During a conference call with reporters Thursday, teachers union representatives returned repeatedly to the argument that mandatory representation meant they were owed the fees.

“It is a significant free rider problem,” Duran said. “If somebody thinks they can get something for free, even if they support the union … Some people are going to say, ‘Well, I’m not going to pay.'”

But the legal obligation is not such a burden that the union would rather be rid of it. Rather, the fees are important part of labor economics. Union officials say they would not have enough money to be effective if they could not force the funds from reluctant non-members.

“It gives unions a stronger collective bargaining position to advocate for everybody, members and non-members,” said Lily Garcia, president of the 3 million-member National Education Association, of which the California union is a member.
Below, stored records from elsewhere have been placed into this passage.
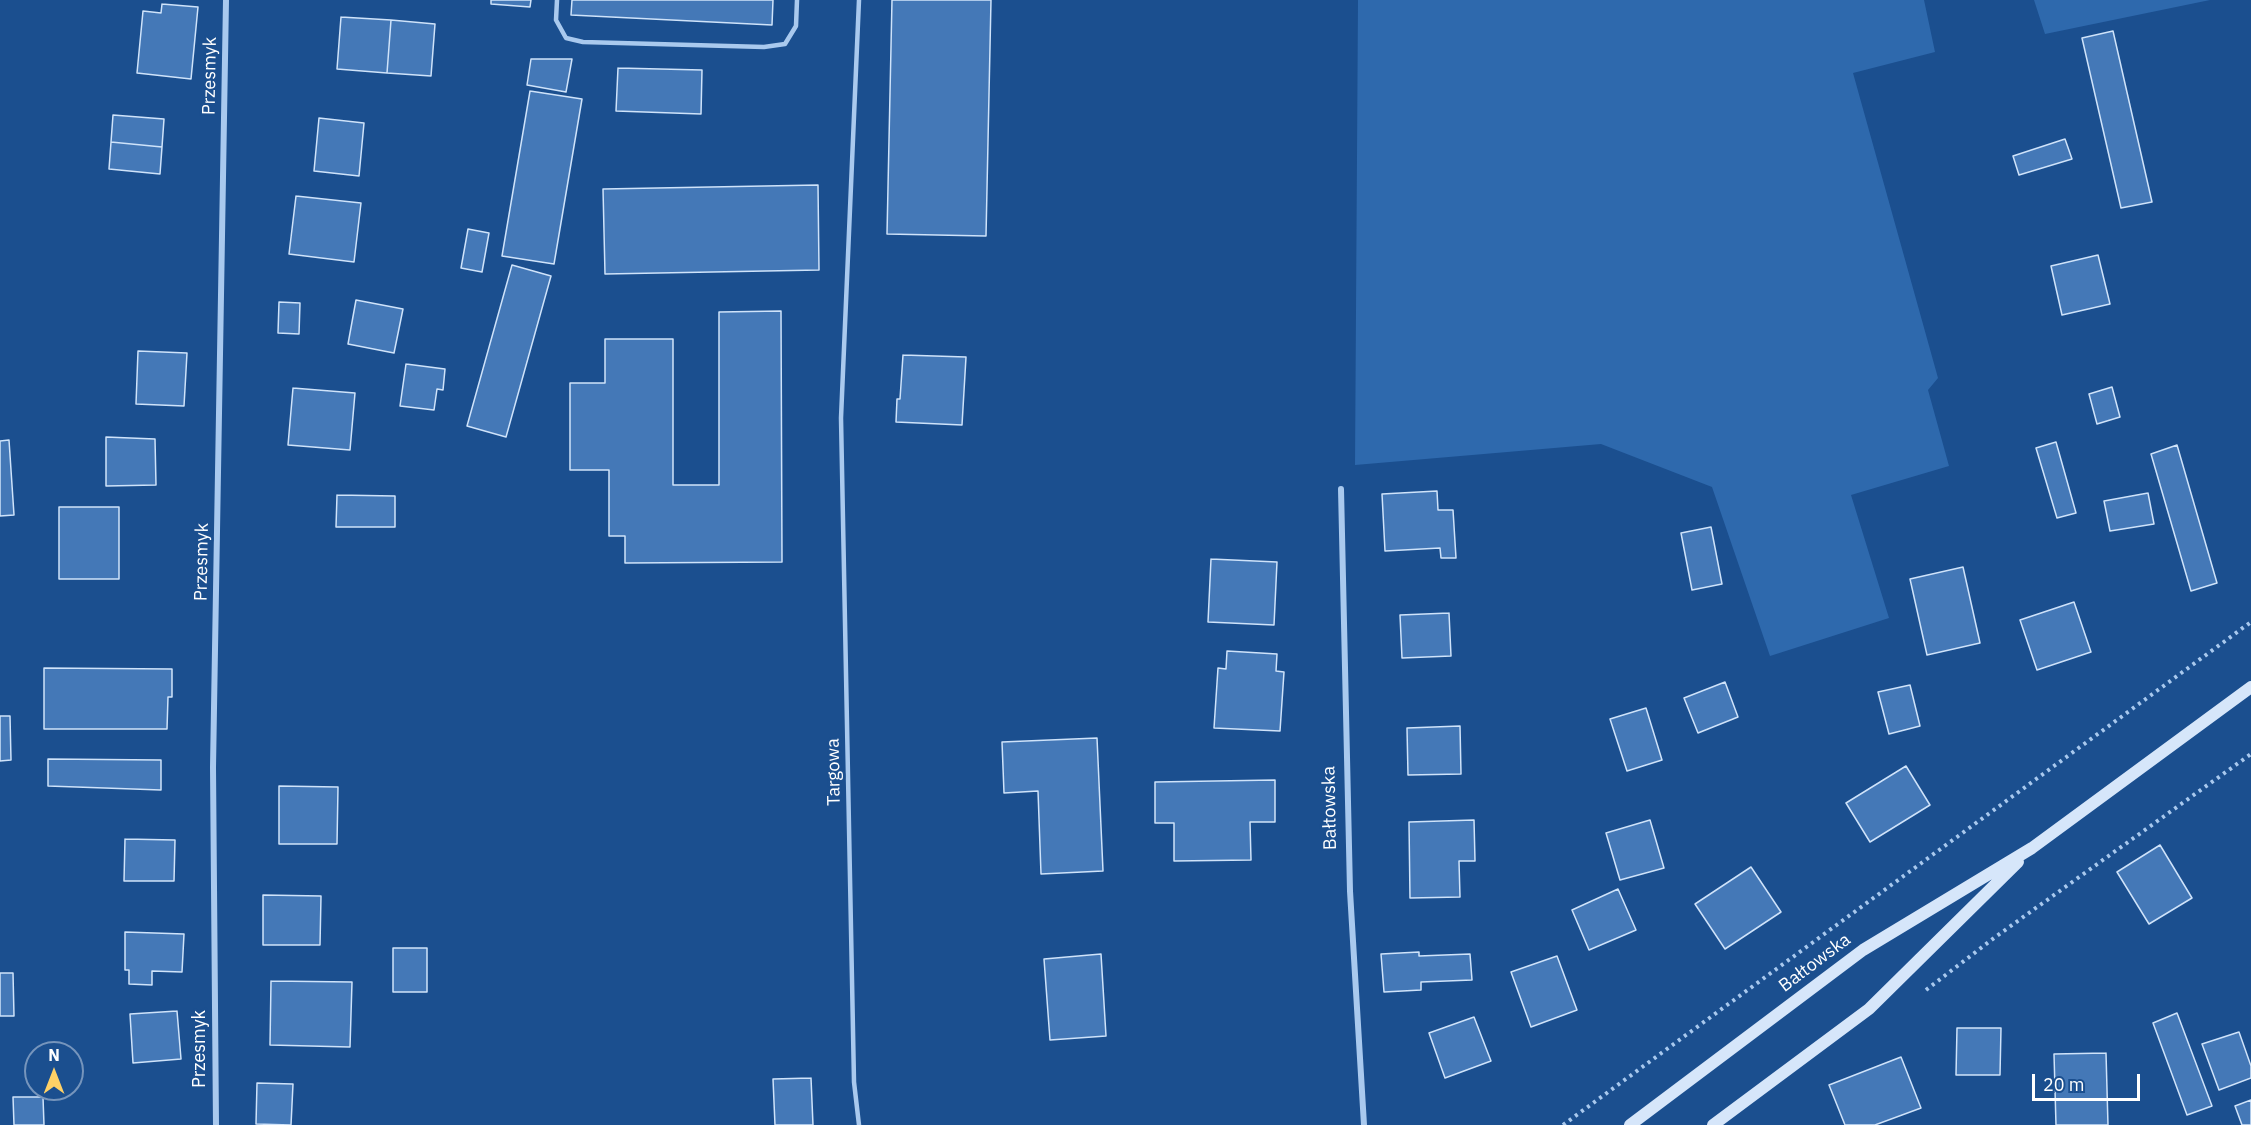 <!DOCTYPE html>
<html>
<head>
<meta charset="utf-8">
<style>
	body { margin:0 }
	#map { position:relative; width:2251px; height:1125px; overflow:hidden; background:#1b4f8f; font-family:"IBM Plex Sans",sans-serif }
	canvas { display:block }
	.north { position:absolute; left:24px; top:1041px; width:60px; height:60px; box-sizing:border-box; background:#1b4f8f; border:2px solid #7695bc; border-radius:50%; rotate:0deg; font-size:16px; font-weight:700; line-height:24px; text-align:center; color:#fff }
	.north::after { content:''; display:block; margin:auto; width:21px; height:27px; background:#ffd166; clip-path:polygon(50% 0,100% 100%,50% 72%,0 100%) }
	.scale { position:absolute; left:2032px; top:1074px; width:108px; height:27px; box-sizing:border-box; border:3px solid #fff; border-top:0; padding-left:8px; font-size:18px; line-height:21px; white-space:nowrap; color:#fff; -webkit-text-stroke:4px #1b4f8f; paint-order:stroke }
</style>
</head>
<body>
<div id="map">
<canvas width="2251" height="1125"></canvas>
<div class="north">N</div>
<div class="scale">20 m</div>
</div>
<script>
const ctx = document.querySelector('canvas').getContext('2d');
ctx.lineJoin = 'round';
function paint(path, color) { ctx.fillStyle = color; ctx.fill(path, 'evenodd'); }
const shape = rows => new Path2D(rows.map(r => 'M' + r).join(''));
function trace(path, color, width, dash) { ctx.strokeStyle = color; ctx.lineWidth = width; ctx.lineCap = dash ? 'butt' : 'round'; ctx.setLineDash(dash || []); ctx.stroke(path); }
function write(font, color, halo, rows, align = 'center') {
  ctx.font = font + ' "IBM Plex Sans",sans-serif'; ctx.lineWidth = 5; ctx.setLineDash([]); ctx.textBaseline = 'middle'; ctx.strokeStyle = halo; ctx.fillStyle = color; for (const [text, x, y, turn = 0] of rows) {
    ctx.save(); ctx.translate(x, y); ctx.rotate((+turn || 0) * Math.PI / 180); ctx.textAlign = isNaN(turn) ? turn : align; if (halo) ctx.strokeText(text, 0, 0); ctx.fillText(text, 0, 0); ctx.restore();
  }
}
paint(shape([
	[1358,0,1924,0,1935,52,1853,73,1938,378,1928,390,1949,466,1851,495,1889,618,1770,656,1712,487,1601,444,1355,465],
	[2034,0,2210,0,2045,34]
]), '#2e69ad');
const building = shape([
	[491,0,531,0,530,7,491,4,491,0],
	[572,0,773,0,772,25,571,15,572,0],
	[892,0,991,0,986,236,887,234,892,0],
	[162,4,198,7,191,79,137,73,143,11,161,13,162,4],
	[341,17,391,20,387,73,337,69,341,17],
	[391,20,435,24,431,76,387,73,391,20],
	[2113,31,2152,202,2121,208,2082,38,2113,31],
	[531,59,572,59,566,92,527,85,531,59],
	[618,68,702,70,701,114,616,111,618,68],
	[530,91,582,99,554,264,502,256,530,91],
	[113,115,164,119,162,147,111,142,113,115],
	[319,118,364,123,359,176,314,171,319,118],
	[2065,139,2072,159,2019,175,2013,156,2065,139],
	[111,142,162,147,160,174,109,169,111,142],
	[818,185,819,270,605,274,603,189,818,185],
	[296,196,361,203,354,262,289,254,296,196],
	[468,229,489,233,482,272,461,268,468,229],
	[2098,255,2110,304,2062,315,2051,266,2098,255],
	[512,265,551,276,506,437,467,426,512,265],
	[356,300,403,309,394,353,348,344,356,300],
	[279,302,300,303,299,334,278,333,279,302],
	[781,311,782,562,625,563,625,536,609,536,609,470,570,470,570,383,605,383,605,339,673,339,673,485,719,485,719,312,781,311],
	[138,351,187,353,184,406,136,404,138,351],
	[903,355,966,357,962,425,896,422,897,399,900,399,903,355],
	[406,364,445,369,443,390,437,389,434,410,400,406,406,364],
	[2112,387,2120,417,2097,424,2089,394,2112,387],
	[293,388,355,393,350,450,288,445,293,388],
	[106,437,155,439,156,485,106,486,106,437],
	[9,440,14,515,0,516,0,441,9,440],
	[2056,442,2076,513,2057,518,2036,448,2056,442],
	[2177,445,2217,583,2191,591,2151,454,2177,445],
	[1437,491,1438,510,1453,510,1456,558,1441,558,1440,548,1385,551,1382,494,1437,491],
	[2148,493,2154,524,2110,531,2104,501,2148,493],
	[337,495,395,496,395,527,336,527,337,495],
	[59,507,119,507,119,579,59,579,59,507],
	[1711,527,1722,584,1692,590,1681,533,1711,527],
	[1211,559,1277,562,1274,625,1208,622,1211,559],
	[1963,567,1980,643,1927,655,1910,579,1963,567],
	[2074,602,2091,652,2037,670,2020,620,2074,602],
	[1449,613,1451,656,1402,658,1400,615,1449,613],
	[1227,651,1277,654,1276,671,1284,672,1280,731,1214,728,1218,668,1226,669,1227,651],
	[44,668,172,669,172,697,168,697,167,729,44,729,44,668],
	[1725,682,1738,717,1698,733,1684,698,1725,682],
	[1910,685,1920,726,1889,734,1878,692,1910,685],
	[1646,708,1662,760,1627,771,1610,719,1646,708],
	[0,716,10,716,11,760,0,761,0,716],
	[1460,726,1461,774,1408,775,1407,728,1460,726],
	[1097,738,1103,871,1041,874,1038,791,1004,793,1002,742,1097,738],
	[48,759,161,760,161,790,48,786,48,759],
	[1906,766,1930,805,1870,842,1846,803,1906,766],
	[1275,780,1275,822,1250,822,1251,860,1174,861,1174,823,1155,823,1155,782,1275,780],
	[279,786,338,787,337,844,279,844,279,786],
	[1474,820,1475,861,1459,861,1460,897,1410,898,1409,822,1474,820],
	[1650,820,1664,868,1620,880,1606,833,1650,820],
	[125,839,175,840,174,881,124,881,125,839],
	[2160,845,2192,898,2149,924,2117,872,2160,845],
	[1751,867,1781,912,1725,949,1695,904,1751,867],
	[1618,889,1636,930,1589,950,1572,910,1618,889],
	[263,895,321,896,320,945,263,945,263,895],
	[125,932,184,934,182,972,152,971,152,985,129,984,129,970,125,970,125,932],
	[393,948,427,948,427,992,393,992,393,948],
	[1419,952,1419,956,1470,954,1472,980,1421,982,1421,990,1384,992,1381,954,1419,952],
	[1101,954,1106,1036,1050,1040,1044,959,1101,954],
	[1557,956,1577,1010,1531,1027,1511,972,1557,956],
	[0,973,13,973,14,1016,0,1016,0,973],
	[271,981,352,982,350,1047,270,1045,271,981],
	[177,1011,181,1059,133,1063,130,1014,177,1011],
	[2177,1013,2212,1106,2187,1115,2153,1023,2177,1013],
	[1474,1017,1491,1061,1445,1078,1429,1033,1474,1017],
	[1957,1028,2001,1028,2000,1075,1956,1075,1957,1028],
	[2239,1032,2251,1066,2251,1078,2219,1090,2202,1044,2239,1032],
	[2106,1053,2108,1125,2056,1125,2054,1054,2106,1053],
	[1901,1057,1921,1108,1875,1125,1845,1125,1829,1085,1901,1057],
	[811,1078,813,1125,775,1125,773,1079,811,1078],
	[257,1083,293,1084,291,1125,256,1124,257,1083],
	[13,1097,43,1097,44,1125,14,1125,13,1097],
	[2251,1100,2251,1125,2242,1125,2235,1106,2251,1100]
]);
paint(building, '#4478b7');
trace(building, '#cfe3fa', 1.5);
trace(shape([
	[1926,990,1994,938,2251,754],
	[1563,1125,2251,622]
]), '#a9c9ee', 4, [3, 4.5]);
trace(shape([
	[557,0,556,20,566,38,583,42,764,47,785,44,796,26,797,0],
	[859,0,841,418,854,1082,859,1125]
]), '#a9c9ee', 4.5);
trace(shape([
	[1341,489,1350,891,1364,1125],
	[216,1125,213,767,226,0]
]), '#a9c9ee', 6);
trace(shape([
	[1630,1125,1863,950,2032,848,2251,687],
	[1713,1125,1869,1009,2018,862]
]), '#d6e6fa', 12);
write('18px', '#fff', '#1b4f8f', [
	["Przesmyk",210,76,-89],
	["Przesmyk",202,562,-89],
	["Targowa",834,772,-91],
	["Bałtowska",1330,808,-91],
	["Bałtowska",1815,963,-37],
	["Przesmyk",200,1049,-90]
]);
</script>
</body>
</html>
Duran noted that mandatory representation was supported by business groups when the federal National Labor Relations Act was adopted under President Franklin D. Roosevelt in 1935. Businesses found it more convenient because it allowed them to deal exclusively with one union rather than multiple ones.

Pell argues that getting rid of fair share fees would benefit workers. Unions wouldn’t be able to take the workers’ support for granted anymore.

“A win [for us] in Friedrichs will mean that unions will have to compete for dues, just like any other professional organization. We feel this will be good for unions and, ultimately, the members they serve,” he said.